One of the mantras of Bush's campaign was that ``No child should be left behind.'' Rousseau might not disagree with this comment, but he would take a remarkably different route to achieving this goal. Rousseau's ideal education is not centered around teachings and books, but rather focused on individual real-world experiences. In this aspect of authority, Rousseau yields to the individual rather than the society at large. In Emile, the child has his environment meticulously controlled by his teacher. The influences upon Emile's environment is to produce precisely the expected outcome the teacher desires. Rousseau would be appalled by the notion of standardized tests - the society dictating the requirements for education of the individual.

Standardized tests are the norm everywhere - passing some form of standardized testing is a necessity to receive a high school diploma in most states. Due to the sheer volume of students, it would almost be impossible to adjust the environment to best fit each student in a common environment. However, a movement that is steadily growing support is for school choice and vouchers. Parents would be able to choose the schools that their children attend. This leads us to Locke's views on education and government. By opening up the market for charter schools and other competition to the public schools, parents would be able to choose where their children go to school. Ideally, they would choose the school that is best for their child. This is in almost perfect harmony with Locke's view of proper government authority - let the parents decide.

The role of government in our society's education is extreme. The aforementioned standardized tests are only one example. Books are routinely banned by school boards who feel that the content of a book is inappropriate for teenage students. There are enforced limits to the number of students that can be in a classroom. There are governmental certifications that teachers must receive in order to teach. Everywhere government has interposed itself upon the educational system. A valid question to ask is whether government has over-stepped its bounds in the role of education in society.

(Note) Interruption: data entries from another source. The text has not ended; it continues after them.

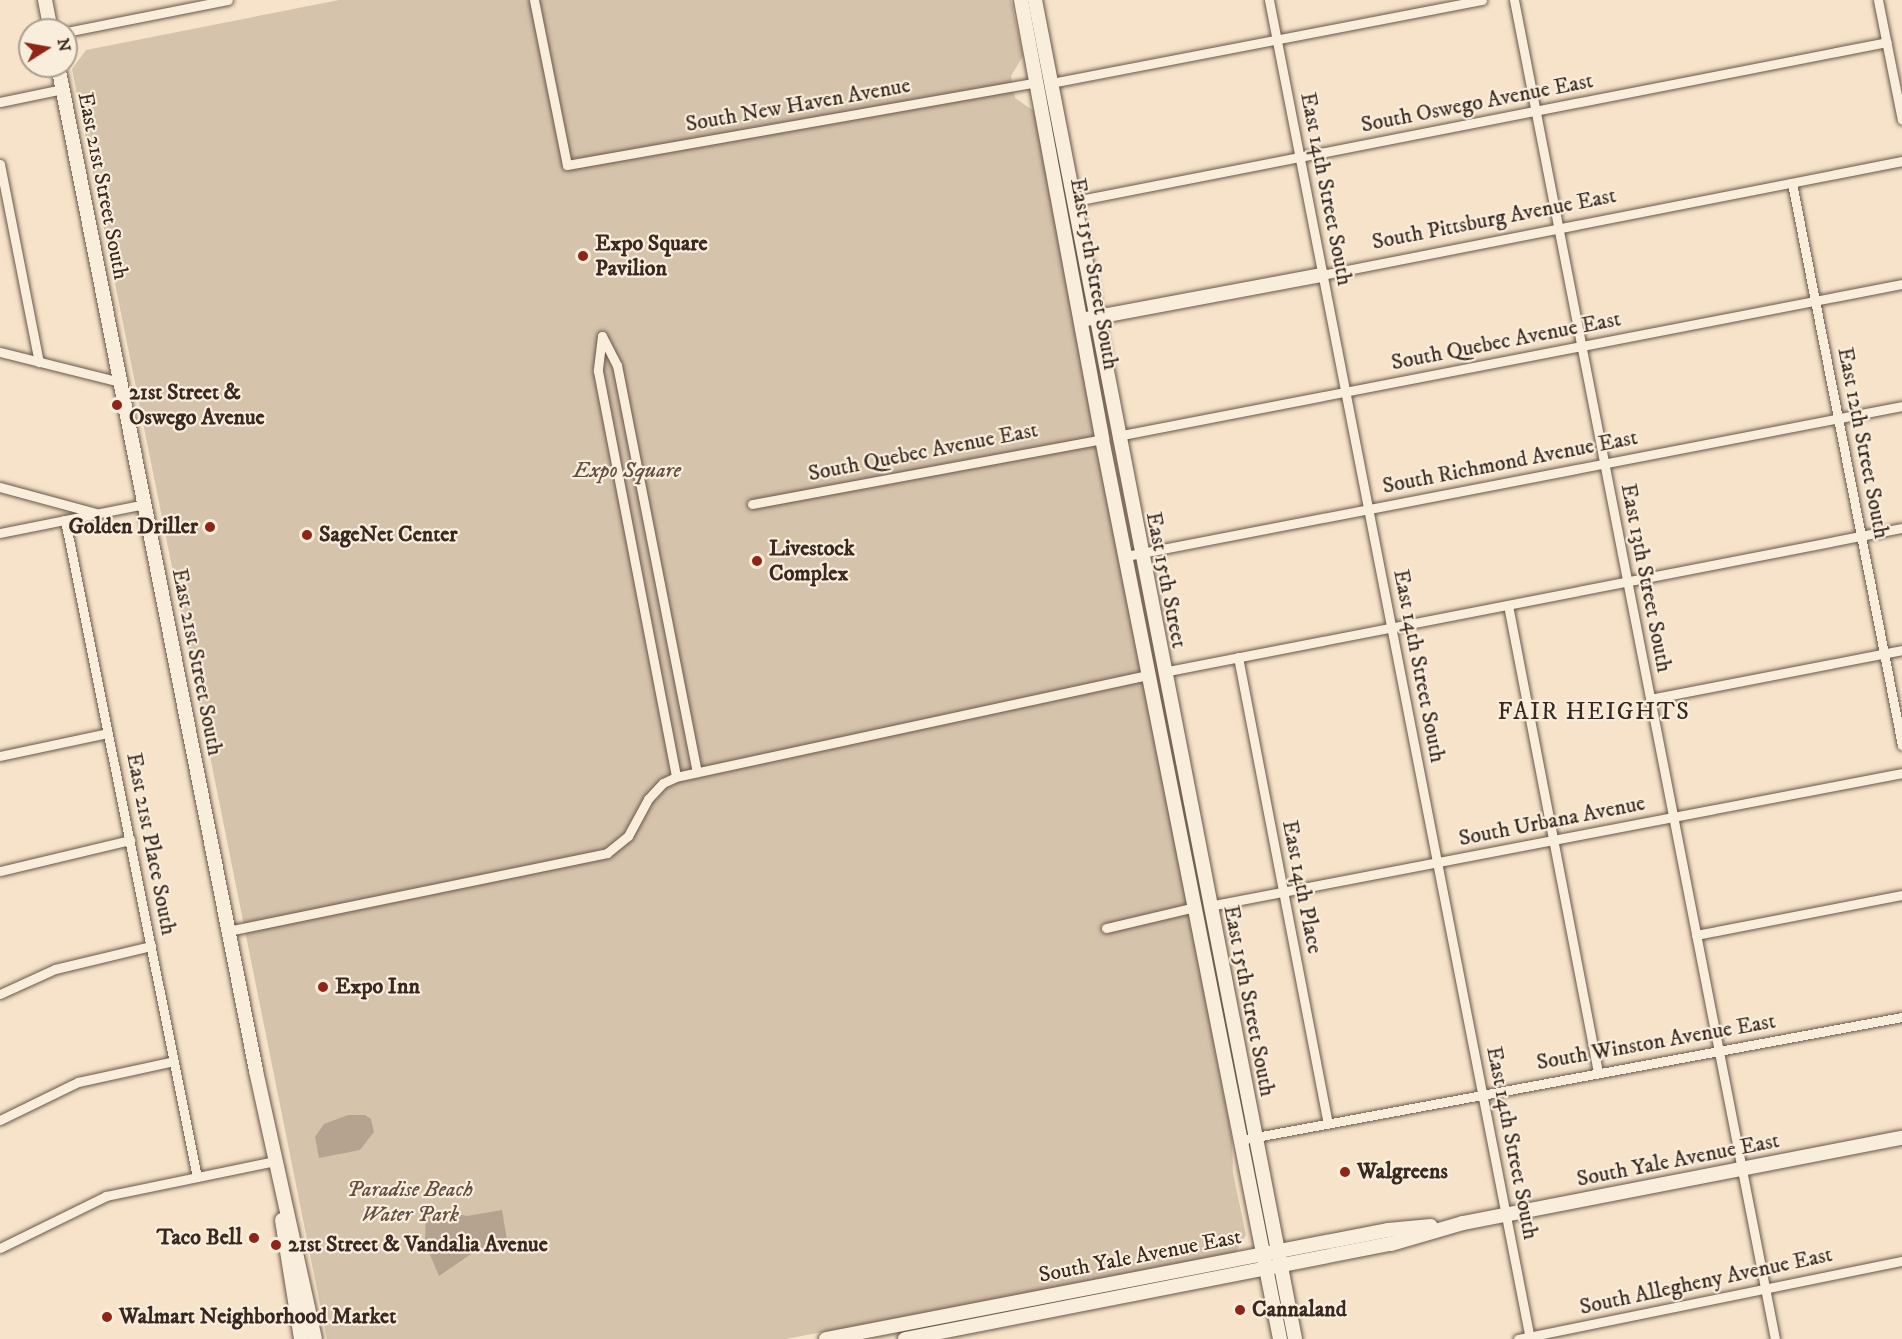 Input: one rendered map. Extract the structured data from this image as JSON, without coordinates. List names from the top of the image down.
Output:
{
  "streets": {
    "main road": [
      "East 21st Street South",
      "South Pittsburg Avenue East",
      "East 15th Street South",
      "East 15th Street",
      "South Yale Avenue East"
    ],
    "street": [
      "South Oswego Avenue East",
      "South New Haven Avenue",
      "East 14th Street South",
      "South Quebec Avenue East",
      "East 12th Street South",
      "South Richmond Avenue East",
      "East 13th Street South",
      "South Urbana Avenue",
      "East 21st Place South",
      "East 14th Place",
      "South Winston Avenue East",
      "South Allegheny Avenue East"
    ]
  },
  "crossings": [
    ["South Oswego Avenue East", "East 14th Street South"],
    ["South Oswego Avenue East", "East 15th Street South"],
    ["South Oswego Avenue East", "East 13th Street South"],
    ["South New Haven Avenue", "East 15th Street South"],
    ["East 14th Street South", "South Pittsburg Avenue East"],
    ["East 14th Street South", "South Quebec Avenue East"],
    ["East 14th Street South", "South Richmond Avenue East"],
    ["East 14th Street South", "South Urbana Avenue"],
    ["East 14th Street South", "South Winston Avenue East"],
    ["East 14th Street South", "South Yale Avenue East"],
    ["East 14th Street South", "South Allegheny Avenue East"],
    ["South Pittsburg Avenue East", "East 15th Street South"],
    ["South Pittsburg Avenue East", "East 12th Street South"],
    ["South Pittsburg Avenue East", "East 13th Street South"],
    ["East 15th Street South", "South Quebec Avenue East"],
    ["East 15th Street South", "South Richmond Avenue East"],
    ["East 15th Street South", "East 15th Street"],
    ["East 15th Street South", "South Urbana Avenue"],
    ["East 15th Street South", "South Winston Avenue East"],
    ["East 15th Street South", "South Yale Avenue East"],
    ["South Quebec Avenue East", "East 12th Street South"],
    ["South Quebec Avenue East", "East 13th Street South"],
    ["East 12th Street South", "South Richmond Avenue East"],
    ["South Richmond Avenue East", "East 13th Street South"],
    ["South Richmond Avenue East", "East 15th Street"],
    ["East 13th Street South", "South Urbana Avenue"],
    ["East 13th Street South", "South Winston Avenue East"],
    ["East 13th Street South", "South Yale Avenue East"],
    ["East 13th Street South", "South Allegheny Avenue East"],
    ["South Urbana Avenue", "East 14th Place"],
    ["East 14th Place", "South Winston Avenue East"]
  ],
  "districts": ["FAIR HEIGHTS"],
  "parks": ["Expo Square", "Paradise Beach Water Park"],
  "places": [
    "Expo Square Pavilion",
    "21st Street & Oswego Avenue",
    "Golden Driller",
    "SageNet Center",
    "Livestock Complex",
    "Expo Inn",
    "Walgreens",
    "Taco Bell",
    "21st Street & Vandalia Avenue",
    "Cannaland",
    "Walmart Neighborhood Market"
  ],
  "north": "right"
} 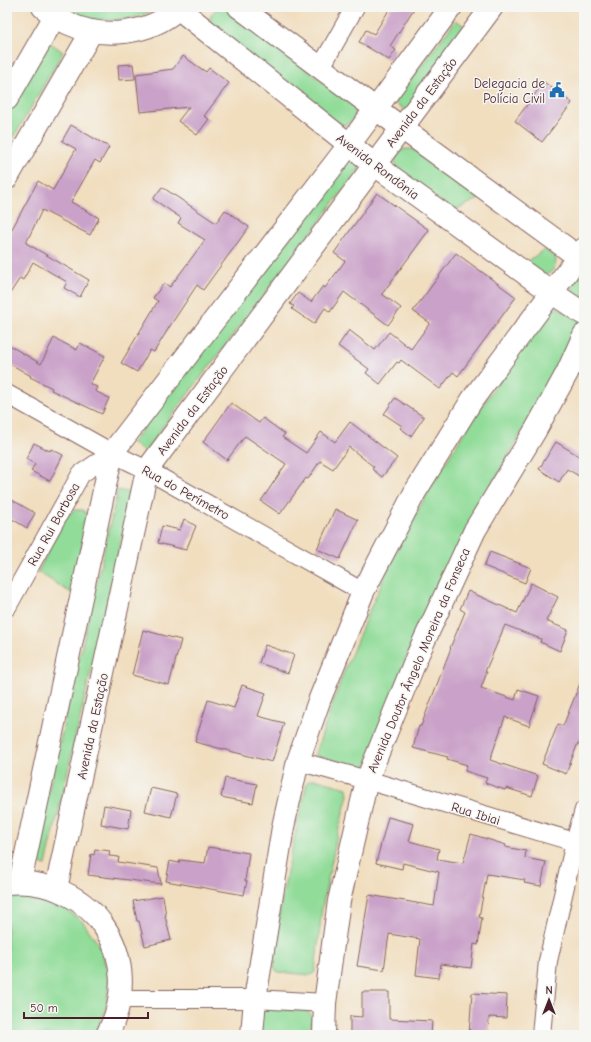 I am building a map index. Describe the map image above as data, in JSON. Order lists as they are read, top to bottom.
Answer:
{
  "streets": {
    "street": [
      "Avenida da Estação",
      "Avenida Rondônia",
      "Rua do Perímetro",
      "Rua Rui Barbosa",
      "Avenida Doutor Ângelo Moreira da Fonseca",
      "Rua Ibiai"
    ]
  },
  "crossings": [
    ["Avenida da Estação", "Avenida Rondônia"],
    ["Avenida da Estação", "Rua do Perímetro"],
    ["Rua do Perímetro", "Rua Rui Barbosa"],
    ["Avenida Doutor Ângelo Moreira da Fonseca", "Rua Ibiai"]
  ],
  "places": {
    "public building": ["Delegacia de Polícia Civil"]
  },
  "scale_bar": "50 m",
  "north": "top"
}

I tend to find myself disregarding the views of Locke and Rousseau. I do not believe that an education dismissing the sciences and arts could ever succeed. The enlightenment that I have received due to my education of the sciences and arts have not dulled my thoughts, but rather sharpened them. I do not believe that such a free-market school system could ever succeed. Education of children is something that I would prefer not to leave to chance. There are simply too many variations in teaching abilities and qualities of schools. I am not supposing that our public schools are perfect, but I do believe that a grand public school system is our best shot at educating all of our children. My intrinsic fear is that parents will be preyed upon by schools looking to make money. This is similar to Rousseau's notion of human nature - people are targets for those with less than pure intentions. Therefore, as Rousseau suggested, I suggest that it is best if we band together, we can succeed. However, I feel that it is an appropriate goal for education - not for overall government.

This dialogue highlights an important aspect of Locke and Rousseau - they believed and championed these ideas. We must also understand the context in which these ideas were placed upon paper - they were writing about their ideal society. However, the transition from the ideal world to the real world is fraught with dilemmas. Resolving those dilemmas as best as we can in the present time is the best that we can ask for in any political government. We do the best that we can - right now, right here. Anything less would be a betrayal of our own beliefs and ideas.